WORK ITEM>
The full listing should be reproduced exactly as it appears.

STORED DATA>
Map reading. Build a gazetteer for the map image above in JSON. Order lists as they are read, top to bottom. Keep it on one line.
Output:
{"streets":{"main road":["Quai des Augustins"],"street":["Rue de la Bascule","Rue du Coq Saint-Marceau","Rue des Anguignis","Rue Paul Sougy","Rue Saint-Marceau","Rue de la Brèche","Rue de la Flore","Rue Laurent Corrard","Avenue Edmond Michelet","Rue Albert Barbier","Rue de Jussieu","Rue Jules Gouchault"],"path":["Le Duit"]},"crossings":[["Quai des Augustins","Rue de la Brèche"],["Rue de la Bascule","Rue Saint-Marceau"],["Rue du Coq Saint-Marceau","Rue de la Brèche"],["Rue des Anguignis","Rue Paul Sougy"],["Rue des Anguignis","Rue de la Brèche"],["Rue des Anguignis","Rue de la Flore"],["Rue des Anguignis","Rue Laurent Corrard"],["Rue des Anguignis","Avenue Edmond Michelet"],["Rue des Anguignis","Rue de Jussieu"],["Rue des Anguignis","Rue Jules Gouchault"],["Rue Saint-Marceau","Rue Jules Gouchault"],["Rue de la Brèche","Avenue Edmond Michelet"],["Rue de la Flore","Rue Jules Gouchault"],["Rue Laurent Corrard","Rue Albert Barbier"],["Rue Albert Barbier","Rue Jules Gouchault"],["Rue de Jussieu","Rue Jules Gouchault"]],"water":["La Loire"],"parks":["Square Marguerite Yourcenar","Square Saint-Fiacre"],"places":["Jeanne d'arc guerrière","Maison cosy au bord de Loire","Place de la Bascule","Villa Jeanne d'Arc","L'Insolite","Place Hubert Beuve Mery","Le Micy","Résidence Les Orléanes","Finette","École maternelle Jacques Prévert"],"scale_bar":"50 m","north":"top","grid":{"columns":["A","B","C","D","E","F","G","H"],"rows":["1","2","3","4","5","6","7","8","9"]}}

SOLUTION TO THIS TASK>
Map reading. Build a gazetteer for the map image above in JSON. Order lists as they are read, top to bottom. Keep it on one line.
Output:
{"streets":{"main road":["Quai des Augustins"],"street":["Rue de la Bascule","Rue du Coq Saint-Marceau","Rue des Anguignis","Rue Paul Sougy","Rue Saint-Marceau","Rue de la Brèche","Rue de la Flore","Rue Laurent Corrard","Avenue Edmond Michelet","Rue Albert Barbier","Rue de Jussieu","Rue Jules Gouchault"],"path":["Le Duit"]},"crossings":[["Quai des Augustins","Rue de la Brèche"],["Rue de la Bascule","Rue Saint-Marceau"],["Rue du Coq Saint-Marceau","Rue de la Brèche"],["Rue des Anguignis","Rue Paul Sougy"],["Rue des Anguignis","Rue de la Brèche"],["Rue des Anguignis","Rue de la Flore"],["Rue des Anguignis","Rue Laurent Corrard"],["Rue des Anguignis","Avenue Edmond Michelet"],["Rue des Anguignis","Rue de Jussieu"],["Rue des Anguignis","Rue Jules Gouchault"],["Rue Saint-Marceau","Rue Jules Gouchault"],["Rue de la Brèche","Avenue Edmond Michelet"],["Rue de la Flore","Rue Jules Gouchault"],["Rue Laurent Corrard","Rue Albert Barbier"],["Rue Albert Barbier","Rue Jules Gouchault"],["Rue de Jussieu","Rue Jules Gouchault"]],"water":["La Loire"],"parks":["Square Marguerite Yourcenar","Square Saint-Fiacre"],"places":["Jeanne d'arc guerrière","Maison cosy au bord de Loire","Place de la Bascule","Villa Jeanne d'Arc","L'Insolite","Place Hubert Beuve Mery","Le Micy","Résidence Les Orléanes","Finette","École maternelle Jacques Prévert"],"scale_bar":"50 m","north":"top","grid":{"columns":["A","B","C","D","E","F","G","H"],"rows":["1","2","3","4","5","6","7","8","9"]}}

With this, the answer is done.